March 21, 2011 at 3:53 am
So glad you posted, Susan! I love it when people return to topics and keep the conversation going. The scene you reference is a great scene to mention. I’m currently about a third of the way through When Maidens Mourn and finding it addictive. Have you read it yet?
March 24, 2011 at 2:40 am
I think “When Maidens Mourn” is the next, as yet unpublished book, but I understand your eagerness to read it. I finished “Where Shadows Dance” last week and liked it. Harris has created so many intriguing characters, and it is lovely to return to their world to see what has happened to them and how they have developed. Central, of course, are Sebastian, his father, Kit, and Hero. I’m a fan of Hero’s because she has so many facets/layers to her. She has more often surprised me in her actions or thoughts than the generally predictable Kit, and I’ve liked her for it.
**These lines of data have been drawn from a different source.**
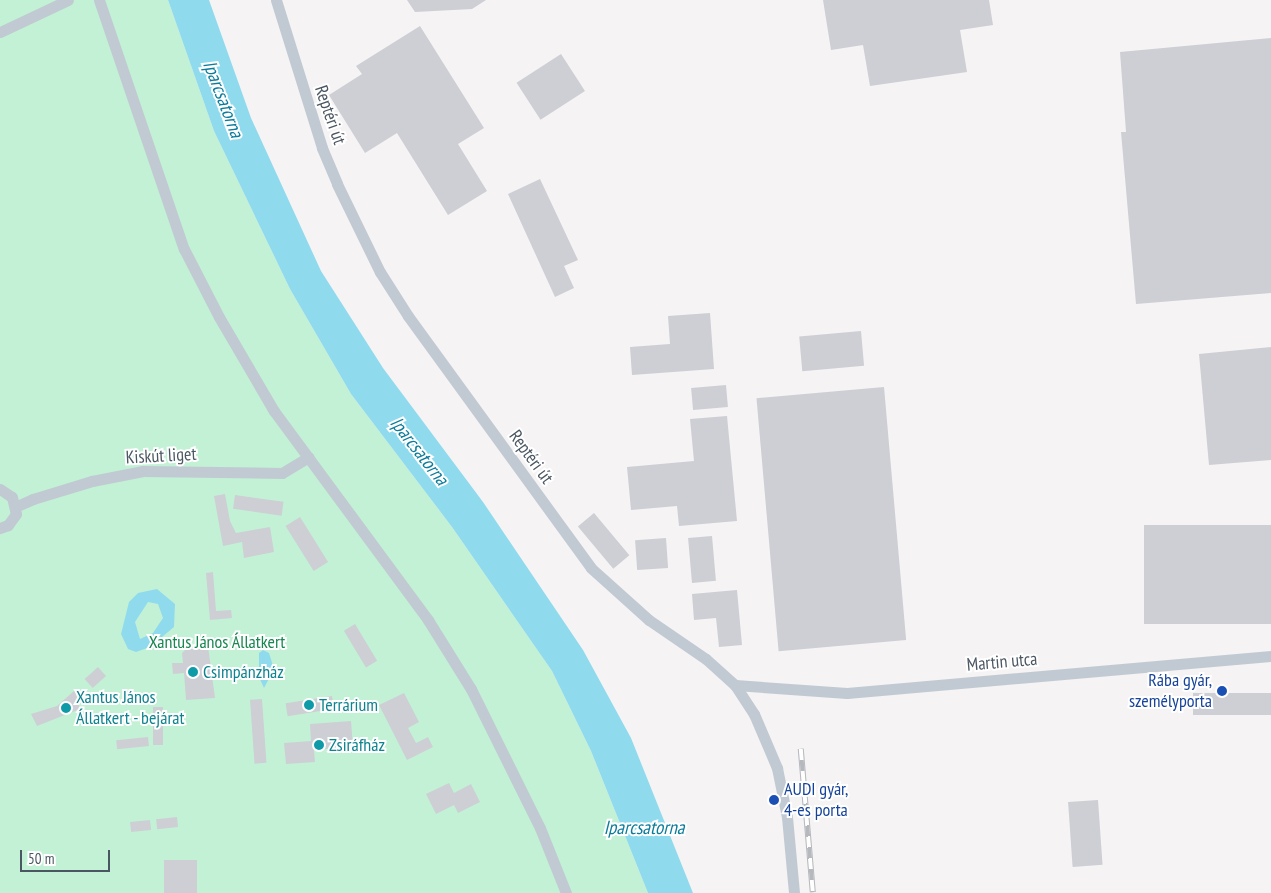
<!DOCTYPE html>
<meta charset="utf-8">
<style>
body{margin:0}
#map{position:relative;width:1271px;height:893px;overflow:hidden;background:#f5f3f3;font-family:"PT Sans Narrow",sans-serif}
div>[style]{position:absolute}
.green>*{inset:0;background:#c3f1d5}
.water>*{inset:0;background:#90daee}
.building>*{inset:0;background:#cdcfd5;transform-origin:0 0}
.street>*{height:11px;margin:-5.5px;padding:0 5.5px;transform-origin:5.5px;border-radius:5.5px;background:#c1cad2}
.rail>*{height:5.5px;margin-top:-2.75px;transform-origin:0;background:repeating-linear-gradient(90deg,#fff 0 11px,#b5b8bd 0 22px);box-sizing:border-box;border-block:1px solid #b5b8bd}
.dots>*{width:14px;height:14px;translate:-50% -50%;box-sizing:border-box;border:2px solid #fff;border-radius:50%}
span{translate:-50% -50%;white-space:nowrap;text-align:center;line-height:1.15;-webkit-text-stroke:4px #fff;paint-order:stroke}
.street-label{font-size:18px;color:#4a5661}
.park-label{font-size:18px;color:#17864f}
.culture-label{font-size:18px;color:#0d838f}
.left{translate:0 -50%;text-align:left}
.transit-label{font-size:18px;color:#164399}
.right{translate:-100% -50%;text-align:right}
.water-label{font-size:19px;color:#0c7c9b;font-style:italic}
.scale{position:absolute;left:20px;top:850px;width:90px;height:22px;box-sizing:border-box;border:2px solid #4a5661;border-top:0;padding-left:6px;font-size:15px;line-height:18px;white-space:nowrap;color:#4a5661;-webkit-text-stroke:4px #fff;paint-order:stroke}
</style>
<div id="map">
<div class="green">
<i style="clip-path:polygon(0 0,168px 0,214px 131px,290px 289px,351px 394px,452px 527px,552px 671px,591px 751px,648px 893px,0 893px)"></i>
</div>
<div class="water">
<i style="clip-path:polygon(168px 0,209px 0,251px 118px,321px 271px,383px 368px,483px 502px,583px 650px,631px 738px,693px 893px,648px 893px,591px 751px,552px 671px,452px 527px,351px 394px,290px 289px,214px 131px)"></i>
<i style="clip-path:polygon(evenodd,157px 589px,175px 604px,174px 627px,150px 647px,136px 652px,128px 649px,121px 634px,129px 602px,138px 593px,157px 589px,148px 602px,158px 604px,163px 618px,153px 633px,140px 639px,135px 622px,148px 602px)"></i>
<i style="clip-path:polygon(263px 650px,269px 653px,274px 669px,264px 688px,259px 677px,259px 653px)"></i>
</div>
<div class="building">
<i style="clip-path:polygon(407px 0,486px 0,472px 9px,415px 12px)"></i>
<i style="clip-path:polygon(823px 0,989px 0,993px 25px,960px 30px,967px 72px,870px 86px,863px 45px,831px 50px)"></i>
<i style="clip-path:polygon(420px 26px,484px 128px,458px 144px,487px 191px,448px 215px,397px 133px,365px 153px,329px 95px,362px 74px,356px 66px)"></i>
<i style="clip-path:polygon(1271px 38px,1271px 293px,1136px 304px,1121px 132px,1126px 132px,1120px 52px)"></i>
<i style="left:561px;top:54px;width:44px;height:53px;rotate:57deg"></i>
<i style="clip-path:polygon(540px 179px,578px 260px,564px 266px,574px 288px,555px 297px,508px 194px)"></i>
<i style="clip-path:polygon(710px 313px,714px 369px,632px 375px,630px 347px,670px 344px,668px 316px)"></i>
<i style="left:861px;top:331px;width:35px;height:62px;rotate:85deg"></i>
<i style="clip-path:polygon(1271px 347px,1271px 460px,1209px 465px,1199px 354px)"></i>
<i style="left:726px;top:385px;width:22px;height:35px;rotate:85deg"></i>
<i style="left:884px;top:387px;width:254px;height:128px;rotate:85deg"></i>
<i style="clip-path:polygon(727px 416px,737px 521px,679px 526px,677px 506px,631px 510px,627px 467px,694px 461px,690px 419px)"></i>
<i style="clip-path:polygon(225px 494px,230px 521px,236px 533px,270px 527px,274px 552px,244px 558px,242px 542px,223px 546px,214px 496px)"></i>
<i style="left:235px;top:495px;width:49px;height:14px;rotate:8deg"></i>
<i style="left:594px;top:513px;width:55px;height:21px;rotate:50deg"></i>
<i style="left:300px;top:517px;width:53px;height:17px;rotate:58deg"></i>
<i style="left:1271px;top:525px;width:99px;height:127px;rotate:90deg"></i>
<i style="left:712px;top:536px;width:45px;height:24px;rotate:85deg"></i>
<i style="left:666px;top:538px;width:30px;height:31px;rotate:86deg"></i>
<i style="clip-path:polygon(213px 572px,216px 611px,231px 610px,232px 618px,210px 620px,206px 573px)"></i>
<i style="clip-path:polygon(737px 590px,742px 645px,719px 647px,716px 618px,694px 620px,692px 594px)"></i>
<i style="left:355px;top:624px;width:43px;height:13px;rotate:59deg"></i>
<i style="clip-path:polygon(208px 646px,215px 698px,186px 700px,184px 673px,173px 674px,172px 663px,183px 663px,182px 653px,188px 647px)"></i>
<i style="left:98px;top:667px;width:12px;height:18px;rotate:48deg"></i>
<i style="clip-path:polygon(75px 690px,80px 709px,37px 726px,31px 714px,57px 706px)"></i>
<i style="clip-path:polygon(404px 693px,419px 722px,408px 728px,416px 743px,428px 737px,433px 747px,407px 760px,379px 705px)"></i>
<i style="left:1271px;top:693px;width:22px;height:78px;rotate:90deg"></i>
<i style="left:332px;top:696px;width:13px;height:47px;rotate:81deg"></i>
<i style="left:262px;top:699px;width:64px;height:12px;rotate:86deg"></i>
<i style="left:153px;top:707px;width:10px;height:38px"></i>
<i style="clip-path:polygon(351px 721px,353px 747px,314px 750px,315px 762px,286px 764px,284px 743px,311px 741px,310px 724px)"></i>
<i style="left:148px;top:737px;width:9px;height:32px;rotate:84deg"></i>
<i style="clip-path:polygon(449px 783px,454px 793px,471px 784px,480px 802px,458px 813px,454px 805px,436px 814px,426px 794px)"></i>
<i style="left:1098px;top:800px;width:65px;height:30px;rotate:86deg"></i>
<i style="left:177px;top:817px;width:10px;height:21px;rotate:84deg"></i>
<i style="left:150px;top:820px;width:10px;height:20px;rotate:84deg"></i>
<i style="left:164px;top:860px;width:33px;height:33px"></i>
</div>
<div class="street">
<i style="left:99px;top:0;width:263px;rotate:71.2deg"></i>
<i style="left:184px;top:249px;width:76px;rotate:62.8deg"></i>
<i style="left:219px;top:317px;width:109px;rotate:59.7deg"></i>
<i style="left:274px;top:411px;width:260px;rotate:53.6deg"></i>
<i style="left:428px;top:620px;width:81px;rotate:58.1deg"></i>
<i style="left:471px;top:689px;width:155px;rotate:63.6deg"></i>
<i style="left:540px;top:828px;width:70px;rotate:68.2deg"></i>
<i style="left:276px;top:0;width:155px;rotate:72.7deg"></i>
<i style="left:322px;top:148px;width:39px;rotate:67deg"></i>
<i style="left:337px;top:184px;width:98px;rotate:64deg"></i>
<i style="left:380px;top:272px;width:52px;rotate:57.5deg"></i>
<i style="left:408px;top:316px;width:311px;rotate:54deg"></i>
<i style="left:591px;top:568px;width:78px;rotate:41.9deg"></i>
<i style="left:649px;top:620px;width:69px;rotate:34.4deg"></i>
<i style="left:706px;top:659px;width:39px;rotate:42deg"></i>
<i style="left:735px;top:685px;width:35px;rotate:57deg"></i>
<i style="left:754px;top:714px;width:59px;rotate:66.9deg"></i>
<i style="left:777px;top:768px;width:50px;rotate:78.5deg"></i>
<i style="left:787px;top:817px;width:76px;rotate:84.7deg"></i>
<i style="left:0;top:32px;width:75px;rotate:-25.2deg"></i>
<i style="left:0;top:489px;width:14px;rotate:34deg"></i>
<i style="left:12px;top:497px;width:17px;rotate:77deg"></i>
<i style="left:16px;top:514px;width:14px;rotate:126deg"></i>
<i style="left:8px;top:525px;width:9px;rotate:159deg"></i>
<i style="left:15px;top:507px;width:20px;rotate:-24deg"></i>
<i style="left:33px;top:499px;width:62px;rotate:-17deg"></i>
<i style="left:92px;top:481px;width:52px;rotate:-11.1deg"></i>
<i style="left:143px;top:471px;width:139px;rotate:0.8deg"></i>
<i style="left:282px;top:473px;width:31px;rotate:-31deg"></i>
<i style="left:735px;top:685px;width:112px;rotate:4.1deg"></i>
<i style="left:847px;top:693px;width:426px;rotate:-5deg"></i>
</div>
<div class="rail">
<i style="left:801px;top:749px;width:144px;rotate:85.2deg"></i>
</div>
<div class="dots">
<i style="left:193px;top:672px;background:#0f9aa8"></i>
<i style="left:1222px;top:691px;background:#1a4fb4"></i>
<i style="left:309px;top:705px;background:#0f9aa8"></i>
<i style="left:66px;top:708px;background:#0f9aa8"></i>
<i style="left:319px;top:745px;background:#0f9aa8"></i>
<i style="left:774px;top:800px;background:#1a4fb4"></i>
</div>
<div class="street-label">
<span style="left:330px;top:115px;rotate:71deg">Reptéri út</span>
<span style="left:161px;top:456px;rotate:-3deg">Kiskút liget</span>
<span style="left:531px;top:457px;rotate:54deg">Reptéri út</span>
<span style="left:1002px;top:662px;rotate:-5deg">Martin utca</span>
</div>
<div class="park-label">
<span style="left:217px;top:642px">Xantus János Állatkert</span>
</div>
<div class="culture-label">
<span class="left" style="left:203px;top:672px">Csimpánzház</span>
<span class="left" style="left:76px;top:708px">Xantus János<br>Állatkert - bejárat</span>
<span class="left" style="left:319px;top:705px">Terrárium</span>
<span class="left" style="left:329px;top:745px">Zsiráfház</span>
</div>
<div class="transit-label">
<span class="right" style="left:1212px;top:691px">Rába gyár,<br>személyporta</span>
<span class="left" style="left:784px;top:800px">AUDI gyár,<br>4-es porta</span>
</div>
<div class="water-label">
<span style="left:223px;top:99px;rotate:69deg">Iparcsatorna</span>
<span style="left:419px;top:451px;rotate:52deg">Iparcsatorna</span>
<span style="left:644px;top:828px">Iparcsatorna</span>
</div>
<div class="scale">50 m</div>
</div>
I did want to shake her in the last book because she did not see how perfect Sebastian was for her, but I got over that impulse. Enjoy the rest of the book!
March 24, 2011 at 2:53 am
Oh, dear, I must have had the next book on my mind, as you say, and muddled the. I’m now about 2/3 of the way through “Where Shadows Dance” and totally engrossed. I love the mystery with all the diplomatic intrigue. I’ve always been very fond of Kat, but I’ve come to quite like Hero. I so know what you mean about being frustrated with not seeing the positives in her relationship with Sebastian, but I think it’s frequently easier for readers to see that characters should be together than for the characters themselves. From Hero’s perspective, Sebastian is in love with someone else and she never wanted to marry. I understand her reluctance.